### TASK TO CARRY OUT
Images do not belong in the copy. Set down all the entries exactly.

[RECORDS FOR THE TASK — start]

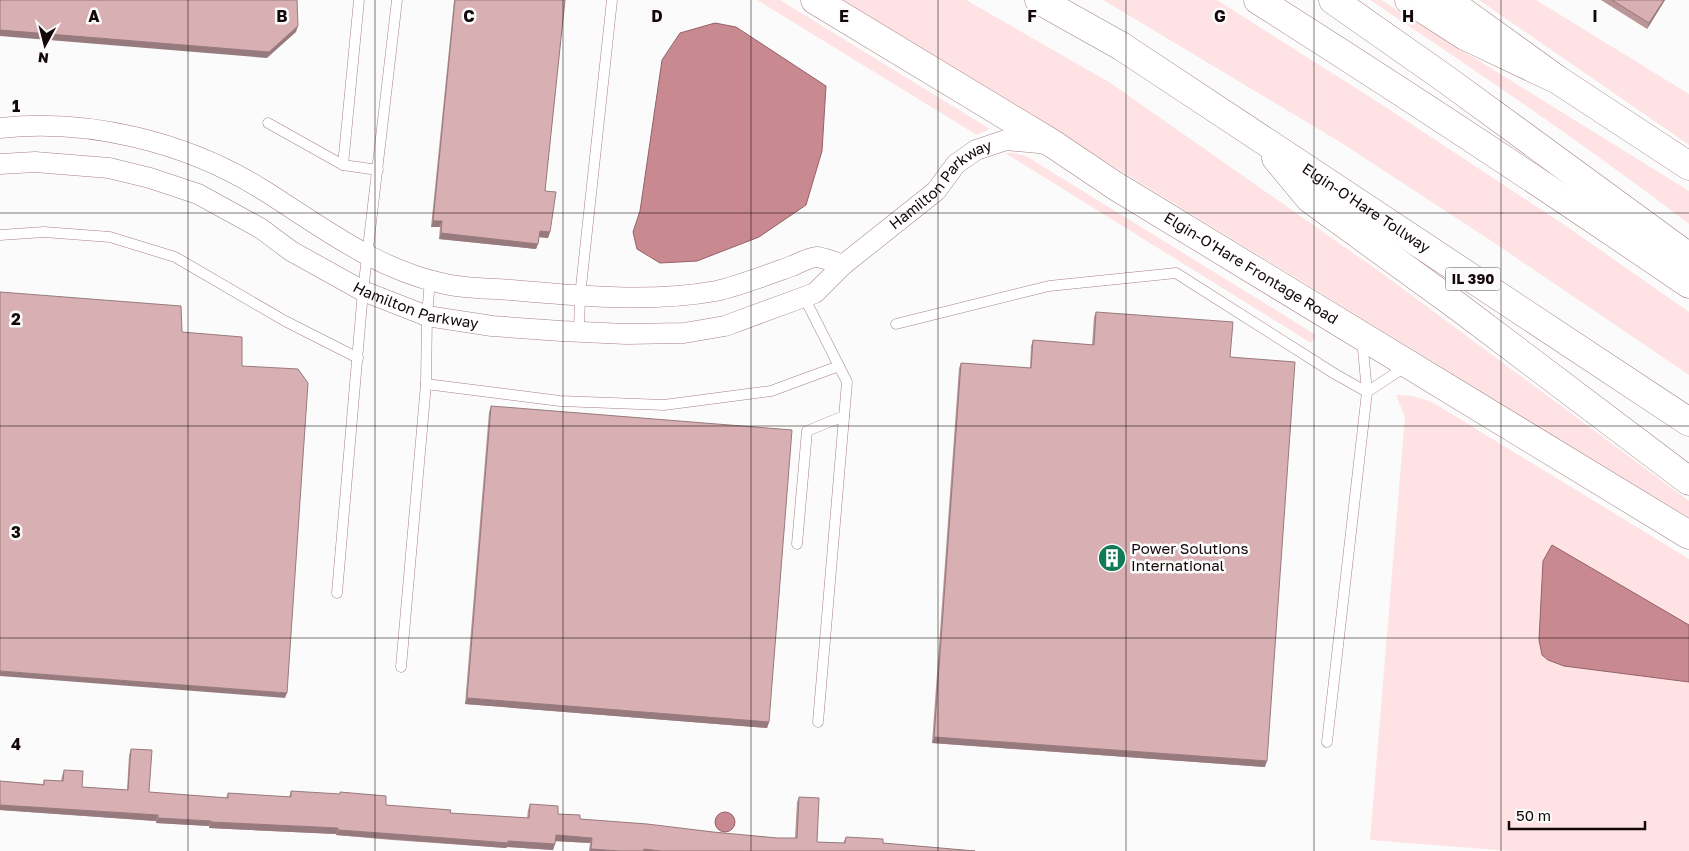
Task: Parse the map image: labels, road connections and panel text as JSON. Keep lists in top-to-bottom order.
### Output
{
  "streets": {
    "main road": ["Elgin-O'Hare Tollway", "Elgin-O'Hare Frontage Road", "IL 390"],
    "street": ["Hamilton Parkway"]
  },
  "crossings": [
    ["Hamilton Parkway", "Elgin-O'Hare Frontage Road"]
  ],
  "places": {
    "building": ["Power Solutions International"]
  },
  "scale_bar": "50 m",
  "north": "bottom",
  "grid": {
    "columns": [
      "A",
      "B",
      "C",
      "D",
      "E",
      "F",
      "G",
      "H",
      "I"
    ],
    "rows": [
      "1",
      "2",
      "3",
      "4"
    ]
  }
}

[RECORDS FOR THE TASK — finish]

### RESULT OF THE TASK
Task: Parse the map image: labels, road connections and panel text as JSON. Keep lists in top-to-bottom order.
### Output
{
  "streets": {
    "main road": ["Elgin-O'Hare Tollway", "Elgin-O'Hare Frontage Road", "IL 390"],
    "street": ["Hamilton Parkway"]
  },
  "crossings": [
    ["Hamilton Parkway", "Elgin-O'Hare Frontage Road"]
  ],
  "places": {
    "building": ["Power Solutions International"]
  },
  "scale_bar": "50 m",
  "north": "bottom",
  "grid": {
    "columns": [
      "A",
      "B",
      "C",
      "D",
      "E",
      "F",
      "G",
      "H",
      "I"
    ],
    "rows": [
      "1",
      "2",
      "3",
      "4"
    ]
  }
}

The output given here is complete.